Die Geburt deines Kindes rückt näher und es tauchen immer noch neue Fragen auf? Du hast gerade entbunden und ganz spezielle Fragen in dieser besonderen Situation? Hier ist der Ort für alle Fragen rund um Geburt und Wochenbett.

Beitrag von sandbankhai 08.04.10 - 22:18 Uhr

Hallo!
Ich bin in der 37 SSW.
Mein Sohn Dominik ist per Kaiserschnitt auf die Welt gekommen.
Meine Ärztin meinte es ging keine Spontangeburt weil sein Kopf (36 cm KU) zu groß für mein Becken (ca.11cm) war.
Ich bin mir jetzt aber nicht sicher ob das wirklich der Grund war.
Dieses mal bekomme ich ein Mädchen und auch diesmal scheint der Kopf eher groß zu sein (ca 34,8 cm bei der Untersuchung gestern). Sie meinte es sieht so aus, dass ich wieder einen Kaiserschnitt machen muss. Wir könnten den auch planen. Ausserdem bin ich vor ca. 3 Wochen gestürzt und habe jetzt eine Lockerung oder Lösung der Schambeinfuge, aber die Schmerzen werden jeden Tag weniger, also denk ich dass ich nochmal Glück gehabt habe.
Ich will auf keinen Fall einen Kaiserschnitt!!!
Ist das wirklich notwendig? Kann man nicht vorher erst einmal sehen ob es nicht "normal" geht bevor man so eine Entscheidung trifft.
Bei Dominik war ich auch 2 Tage im Kreissaal bevor der Kaiserschnitt entschieden wurde. Kann ich den nicht dieses Mal auch zuerst mal probieren und wenns nicht klappt kann man dann doch noch einen Kaiserschnitt machen?
Hat da jemand Erfahrung?
Ehrlich gesagt sträubt sich alles in mir gegen den Kaiserschnitt und ich bin total verzweifelt. Ich möcht so gern mein Baby selbst auf die Welt bringen.
Ich glaube dass man immer auf sein Bauchgefühl hören sollte, dass einen der Körper schon sagt was geht und was nicht. Oder versteif ich mich da auf etwas was nicht gut für mich ist?
Ich bin total verzweifelt und brauch dringend einen guten Rat!!!
Weiß nicht wie ich mit der Situation umgehen soll.
LG

Beitrag von anom83 08.04.10 - 22:30 Uhr

Hallo,

ganz ehrlich, ich würde es versuchen!!!

Ich weiß leider nicht wie breit mein Becken ist, aber mein Sohn hat mit einem KU von 36,5 cm gut durchgepasst.

LG Mona

Beitrag von lienschi 08.04.10 - 22:50 Uhr

huhu,

ich würde es auch auf jeden Fall erstmal spontan versuchen... es kann ja jederzeit abgebrochen und ein KS gemacht werden.
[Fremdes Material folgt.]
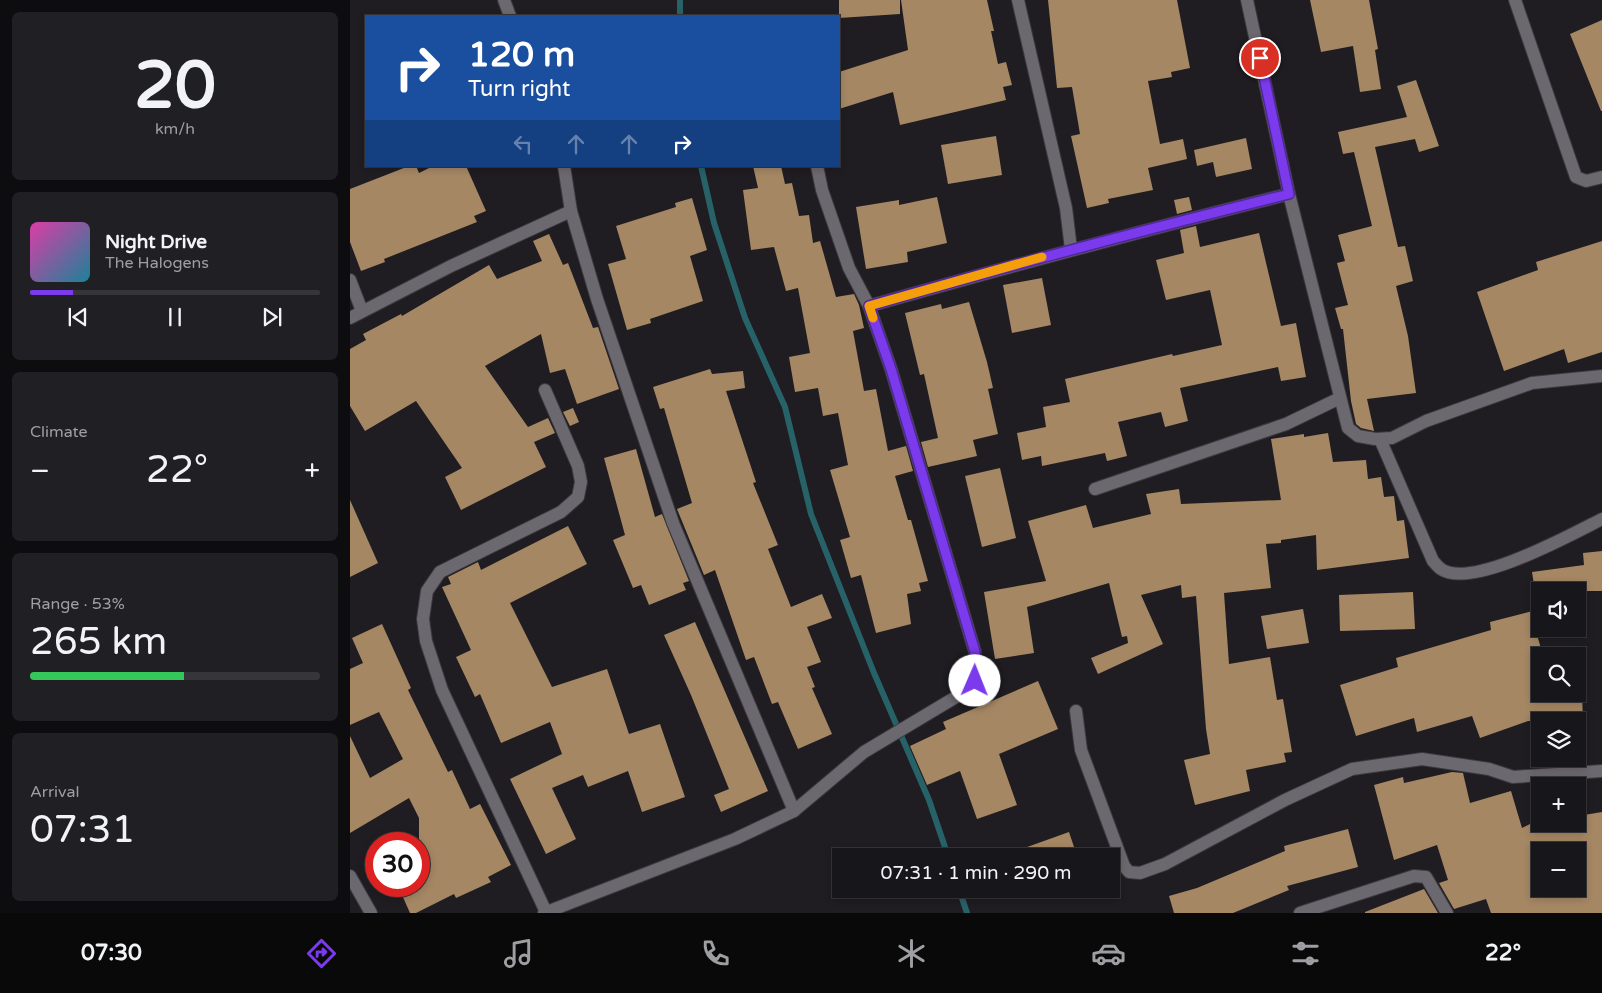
<!DOCTYPE html>
<meta charset="utf-8">
<style>
body{margin:0;font-family:"Varela Round",sans-serif;background:#201f23;color:#f1f3f6;height:100vh;display:flex;flex-direction:column;font-size:19px;white-space:nowrap}
*{box-sizing:border-box;margin:0}
p{font-size:16px;color:#9e9fa2}
.icon{flex:none;width:28px;height:28px;fill:none;stroke:currentColor;stroke-width:2;stroke-linecap:round;stroke-linejoin:round}
.map{position:relative;flex:1;overflow:hidden}
.details{display:flex;flex-direction:column;gap:12px;padding:12px;background:#0d0c0e;width:350px}
.details>*{flex:none}
.banner{position:absolute;left:15px;top:15px;width:475px;height:152px;border-radius:0px;box-shadow:0 2px 8px #0003,0 0 0 1px #363539;background:#1a4fa0;color:#fff;overflow:hidden}
.buttons{position:absolute;left:1181px;top:582px;display:grid;gap:10px}
.buttons a{display:grid;place-items:center;width:55px;height:55px;border-radius:0px;background:#17161a;box-shadow:0 2px 8px #0003,0 0 0 1px #363539;font-size:25px}
.speed{position:absolute;left:15px;top:832px;display:flex;gap:10px;font-size:25px;font-weight:700;text-align:center}
.speed>*{display:grid;place-content:center;width:65px;height:65px;border-radius:50%;background:#17161a;box-shadow:0 2px 8px #0003,0 0 0 1px #363539;line-height:1}
.speed .limit{border:8px solid #d22;background:#fff;color:#111}
.pin{position:absolute;display:grid;place-items:center;width:42px;height:42px;color:#fff;margin:-21px;border:2px solid #fff;border-radius:50%;box-shadow:0 1px 5px #0007}
.me{position:absolute;width:55px;margin:-28px;rotate:1deg;stroke-linejoin:round;filter:drop-shadow(0 0 4px #0008)}
.turn{display:flex;align-items:center;gap:18px;height:105px;padding:0 20px;font-size:22px}
.turn .icon{width:65px;height:65px;stroke-width:2.5}
.turn b{display:block;font-size:35px;line-height:42px}
.lanes{display:flex;align-items:center;height:48px;padding:0 20px;background:#0003;justify-content:center;gap:25px;direction:ltr}
.lanes .off{opacity:.35}
.big{font-size:38px;font-weight:600;line-height:1.1}
.details .widget{flex:1;display:flex;flex-direction:column;justify-content:center;gap:8px;min-width:0;padding:0 18px;border-radius:8px;background:#201f23}
.details .dial{align-items:center;gap:0}
.dial b{font-size:65px;line-height:1}
.song{display:flex;align-items:center;gap:15px}
.cover{width:60px;height:60px;border-radius:8px;background:linear-gradient(135deg,hsl(320 70% 55%),hsl(190 70% 35%))}
.played{height:5px;border-radius:2px;background:linear-gradient(90deg,#7c3aed 15%,#363539 15%)}
.keys{display:flex;justify-content:space-around;direction:ltr}
.heat{display:flex;justify-content:space-between;align-items:center;font-size:28px;direction:ltr}
.charge{height:8px;border-radius:4px;background:linear-gradient(90deg,#34c759 53%,#363539 0)}
.trip{position:absolute;left:482px;top:848px;width:288px;height:50px;border-radius:0px;background:#17161a;box-shadow:0 2px 8px #0003,0 0 0 1px #363539;font-weight:600;line-height:50px;text-align:center}
.tabs{display:flex;height:80px;justify-content:space-around;align-items:center;background:#09090a;color:#9e9fa2}
.tabs .icon{width:35px;height:35px}
.tabs .on{color:#7c3aed}
.tabs b{font-size:22px;color:#f1f3f6}
main{display:flex;flex:1;min-height:0}
.map>svg:first-child{display:block}
</style>
<main>
<section class="details">
<div class="widget dial"><b>20</b><p>km/h</p></div>
<div class="widget">
<div class="song"><i class="cover"></i><div><b>Night Drive</b><p>The Halogens</p></div></div>
<div class="played"></div>
<div class="keys"><svg class="icon" aria-label="previous" viewBox="0 0 24 24"><path d="M18 5L8 12l10 7zM5 5v14"/></svg><svg class="icon" aria-label="pause" viewBox="0 0 24 24"><path d="M8 5v14M16 5v14"/></svg><svg class="icon" aria-label="next" viewBox="0 0 24 24"><path d="M6 5l10 7-10 7zM19 5v14"/></svg></div>
</div>
<div class="widget"><p>Climate</p>
<div class="heat"><a>−</a><b class="big">22°</b><a>+</a></div>
</div>
<div class="widget"><p>Range · 53%</p><b class="big">265 km</b><div class="charge"></div></div>
<div class="widget"><p>Arrival</p><b class="big">07:31</b></div>
</section>
<div class="map">
<svg width="1252" height="913" viewBox="0 0 1252 913">
<rect width="100%" height="100%" fill="#1f1d22"/>
<g fill="none" stroke-linecap="round" stroke-linejoin="round">
<g stroke="#276268" stroke-width="6">
<path d="M330,0V16"/>
<path d="M351,166L364,223L395,318L435,407L461,514L524,673L579,800L598,856"/>
<path d="M609,889L617,913"/>
</g>
</g>
<g fill="#a58764" fill-rule="evenodd">
<path d="M489,0H550V14L489,18Z"/>
<path d="M551,0H637L644,31H641L648,64L656,62L662,85L653,87L656,100L550,125L543,92L489,109V72L558,50Z"/>
<path d="M698,0H827L840,68L821,72L822,77L798,81L810,144L833,139L837,159L798,168L803,190L758,199L759,203L737,208L721,136L730,134L722,87L707,88Z"/>
<path d="M960,0H1019L1028,49L1025,50L1031,89L1010,92L1003,46L971,52Z"/>
<path d="M1252,20V111H1251L1220,34Z"/>
<path d="M1066,80L1089,146L1069,152L1065,139L1025,147L1048,247L1055,246L1063,281L1046,286L1058,336L1066,393L1017,399L1024,431L1011,428L1006,424L1001,401L993,329H991L985,308L998,305L987,263L995,261L988,235L1022,226L1004,152L993,154L988,132L1057,117L1047,86Z"/>
<path d="M646,136L652,175L598,184L591,145Z"/>
<path d="M896,138L902,169L866,177L863,162L847,166L844,150Z"/>
<path d="M59,166H66L69,173L83,166H116L136,211L124,216L127,222L34,259L35,262L11,271L0,242V189Z"/>
<path d="M403,166H431L435,184L442,183L449,216L459,215L463,243L470,241L486,297L504,294L509,305L514,328L503,331L514,391L526,389L538,451L556,446L563,471L545,476L558,520H561L578,581L569,583L571,591L557,594L561,624L526,633L511,575L501,578L490,540L500,537L480,470L498,465L488,413L473,416L468,388L445,392L439,357L460,353L448,288L436,291L424,247L401,250L393,190L408,188Z"/>
<path d="M587,197L597,243L557,252L558,262L516,269L506,207L549,200V205Z"/>
<path d="M839,197L842,210L827,214L824,200Z"/>
<path d="M342,198L357,250L340,256L353,301L300,319L301,323L277,330L258,264L276,259L266,226L326,207L325,203Z"/>
<path d="M846,226L850,247L909,233L931,326L946,323L956,377L931,381L928,367L830,388L838,421L815,427L811,412L768,422L777,456L757,461L755,453L692,466L691,456L672,460L667,433L696,427L693,407L720,402L715,379L822,354L823,356L872,345L860,290L816,300L806,260L834,253L830,230Z"/>
<path d="M199,234L213,265L218,263L243,328L248,327L269,389L227,404L215,369L200,373L191,334L135,366L178,427L198,418L205,433L184,442L196,467L111,510L95,477L112,468L66,401L15,431L0,406V349L16,340L13,334L51,314L52,316L139,265L147,279L192,261L183,241Z"/>
<path d="M1252,241V352L1218,363L1214,349L1154,371L1127,292L1188,270L1186,262Z"/>
<path d="M692,278L701,325L662,333L653,285Z"/>
<path d="M619,302L637,362L643,388L638,389L648,434L623,440L627,456L578,467L571,442L588,438L574,374L570,375L555,313L591,304L592,309Z"/>
<path d="M360,369L362,374L393,371L395,388L376,391L406,482L403,483L428,545L418,549L441,607L472,594L482,618L457,627L471,662L457,667L465,687L462,688L482,734L448,749L428,702L422,704L404,657L396,660L365,570L354,575L327,509L342,503L314,408L310,409L303,387Z"/>
<path d="M223,408L229,422L220,426L213,412Z"/>
<path d="M978,433L983,462L1016,460L1018,479L1031,477L1034,497L1044,496L1047,521L1054,520L1059,558L967,570L966,535L931,540V543L916,544L921,588L874,593L879,664L920,657L927,700L933,699L942,752L934,753L936,762L896,770L900,791L845,805L834,760L860,754L856,729L846,596L832,598L831,585L791,595L813,644L748,674L741,658L778,643L777,636L772,637L759,583L677,607L684,653L645,659L634,592L696,581L678,521L736,505L743,528L801,514L796,494L829,489L831,504L931,500L921,439L954,434V437Z"/>
<path d="M286,449L305,517L312,514L339,581L333,583L336,590L299,605L291,585L283,588L263,540L275,535L254,458Z"/>
<path d="M650,468L666,538L632,547L615,476Z"/>
<path d="M0,500L28,563L0,577Z"/>
<path d="M218,526L237,564L160,603L202,687L257,669L279,734L310,724L335,797L292,812L278,771L238,787L233,775L202,788L226,839L196,854L160,779L212,754L200,722L151,743L130,694L125,697L106,657L121,650L92,587L101,584L98,577L128,562L131,570Z"/>
<path d="M1252,551V591H1185L1182,572L1234,565L1233,553Z"/>
<path d="M1063,592L1065,629L990,631L989,595Z"/>
<path d="M953,609L959,643L917,649L911,616Z"/>
<path d="M1190,609V635H1187L1190,645V694H1232L1233,721H1178L1130,738L1122,716L1067,732L1064,718L1006,736L990,685L1048,667L1046,658L1141,630L1140,622Z"/>
<path d="M345,622L418,791L371,812L364,795L379,789L341,695L314,635Z"/>
<path d="M32,624L61,688L58,690L98,772L102,770L120,809L130,804L161,865L138,877L141,882L106,898L104,894L66,913H60L48,886H69V818L59,798L0,833V736L20,778L53,759L29,712L0,725V669L13,663L2,638Z"/>
<path d="M688,681L708,729L649,754L667,805L627,819L610,771L577,785L560,746L596,729L593,722Z"/>
<path d="M1102,772L1113,773L1120,803L1161,791L1172,828L1180,824H1228V816L1252,812V913H1141L1136,899L1104,909L1089,883L1098,880L1087,845L1044,860L1024,785L1053,777L1054,783ZM1190,851H1228V889H1190Z"/>
<path d="M998,829L1008,867L937,886L939,890L883,913H824L819,896L847,888L935,851L934,846Z"/>
<path d="M719,832L727,856H652Z"/>
<path d="M645,889H676L649,898Z"/>
<path d="M1074,889L1088,913H1015V912Z"/>
</g>
<g fill="none" stroke-linecap="round" stroke-linejoin="round">
<defs>
<g id="minor">
<path d="M154,0L160,16"/>
<path d="M668,0L716,208L721,249"/>
<path d="M897,0L939,194L998,428L1008,436L1025,439L1042,438L1076,421L1182,383L1252,376"/>
<path d="M1165,0L1226,177L1236,181L1252,177"/>
<path d="M214,166L221,211L247,299L323,523L444,811"/>
<path d="M0,280L12,311"/>
<path d="M519,306C658,267 798,229 939,194"/>
<path d="M0,318L101,266L221,211"/>
<path d="M195,390L228,466L231,482L228,497L211,512L90,572L77,591L73,619L76,641L92,690L196,912"/>
<path d="M1030,439L1083,561C1085,563 1088,567 1091,569C1121,590 1222,534 1252,519"/>
<path d="M745,489L936,424L990,398"/>
<path d="M726,711L731,750L774,866L779,872L790,873L815,864L935,800L1002,769L1072,759L1139,769L1163,777L1252,771"/>
<path d="M0,876L21,913"/>
<path d="M194,913L385,839L444,811L514,752L621,688L625,681V652L541,369L519,306L499,268L472,190L467,166"/>
<path d="M950,913L1064,876L1076,877L1097,913"/>
</g>
</defs>
<use href="#minor" stroke="#3c3a3e" stroke-width="14"/>
<use href="#minor" stroke="#6b686f" stroke-width="12"/>
</g>
<g fill="none" stroke-linecap="round" stroke-linejoin="round">
<defs>
<path id="route" d="M625,681V652L541,369L519,306C658,266 798,229 939,194L910,58"/>
</defs>
<use href="#route" stroke="#51269a" stroke-width="12"/>
<use href="#route" stroke="#7c3aed" stroke-width="9"/>
<path stroke="#f59e0b" stroke-width="9" d="M523,318L519,306L692,257"/>
</g>
</svg>
<div class="buttons">
<a><svg class="icon" aria-label="sound" viewBox="0 0 24 24"><path d="M4 9h4l5-4v14l-5-4H4zM17 9q2 3 0 6"/></svg></a>
<a><svg class="icon" aria-label="search" viewBox="0 0 24 24"><circle cx="10" cy="10" r="6"/><path d="M15 15l6 6"/></svg></a>
<a><svg class="icon" aria-label="layers" viewBox="0 0 24 24"><path d="M12 4l9 5-9 5-9-5zM3 14l9 5 9-5"/></svg></a>
<a>+</a>
<a>−</a>
</div>
<div class="speed"><div class="limit">30</div></div>
<div class="pin" style="left:910px;top:58px;background:#d93025"><svg class="icon" aria-label="arrive" viewBox="0 0 24 24"><path d="M6 21V4h12l-3 4 3 4H6"/></svg></div>
<svg class="me" style="left:625px;top:681px" viewBox="-20 -20 40 40"><circle r="19" fill="#fff"/><path d="M0-13L10 11 0 6-10 11z" fill="#7c3aed"/></svg>
<div class="trip">07:31 · 1 min · 290 m</div>
<div class="banner">
<div class="turn"><svg class="icon" aria-label="right" viewBox="0 0 24 24"><path d="M7 20v-9h11M14 6l5 5-5 5"/></svg><div><b>120 m</b>Turn right</div></div>
<div class="lanes"><svg class="icon off" aria-label="left" viewBox="0 0 24 24"><path d="M17 20v-9H6M10 6l-5 5 5 5"/></svg><svg class="icon off" aria-label="ahead" viewBox="0 0 24 24"><path d="M12 20V5M6 11l6-6 6 6"/></svg><svg class="icon off" aria-label="ahead" viewBox="0 0 24 24"><path d="M12 20V5M6 11l6-6 6 6"/></svg><svg class="icon" aria-label="right" viewBox="0 0 24 24"><path d="M7 20v-9h11M14 6l5 5-5 5"/></svg></div>
</div>
</div>
</main>
<nav class="tabs">
<b>07:30</b>
<svg class="icon on" aria-label="directions" viewBox="0 0 24 24"><path d="M12 3l9 9-9 9-9-9zM9 14v-3h6M13 9l2 2-2 2"/></svg>
<svg class="icon" aria-label="music" viewBox="0 0 24 24"><path d="M9 18V5l10-2v13"/><circle cx="6" cy="18" r="3"/><circle cx="16" cy="16" r="3"/></svg>
<svg class="icon" aria-label="phone" viewBox="0 0 24 24"><path d="M5 4h4l2 5-3 2q2 4 5 5l2-3 5 2v4C11 20 4 13 5 4z"/></svg>
<svg class="icon" aria-label="climate" viewBox="0 0 24 24"><path d="M12 3v18M4 7l16 10M4 17L20 7"/></svg>
<svg class="icon" aria-label="car" viewBox="0 0 24 24"><path d="M5 17H2v-5l4-1 3-4h7l3 4 3 1v5h-3M9 17h6M6 11h13"/><circle cx="7" cy="17" r="2"/><circle cx="17" cy="17" r="2"/></svg>
<svg class="icon" aria-label="filters" viewBox="0 0 24 24"><path d="M4 7h16M4 17h16"/><circle cx="9" cy="7" r="2"/><circle cx="15" cy="17" r="2"/></svg>
<b>22°</b>
</nav>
Der Kopfumfang alleine ist ja nicht unbedingt ausschlaggebend... wie sich der Kopf ins Becken dreht und wie genau sich der Kopf verformt spielt da ja auch ne große Rolle. Vielleicht passt das alles dieses Mal besser zusammen und Du kannst spontan entbinden.

Dass Du keinen KS möchtest kann ich gut verstehen. Ich hatte auch nen ungeplanten KS nach 17 Stunden Wehen #aerger und hoffe sehr, dass ich mein zweites Kind spontan entbinden kann.

Hör auf Dein Bauchgefühl und versuch´s spontan... aber bereite Dich auch seelisch ein bisschen auf nen KS vor, wenn er denn doch gemacht werden muss.

lg und alles Gute #klee , Caro

Beitrag von qrupa 09.04.10 - 10:22 Uhr

Hallo

ein relatives Mißverhältnis bedeutet ja einfach nur, dass eben dieses eine Baby nicht gepasst hat, warum auch immer. es heißt nicht, dass das nächste und vielleicht sogar größere Baby nicht doch passt, weil der Kopf sich anders ins beckn senkt, etwas anders geformt ist, die Geburtsposition besser ist,... Da spielen so viele Faktoren rein, dass ich persönlich NIE als erste Option einen KS wegen der Größe machen würde.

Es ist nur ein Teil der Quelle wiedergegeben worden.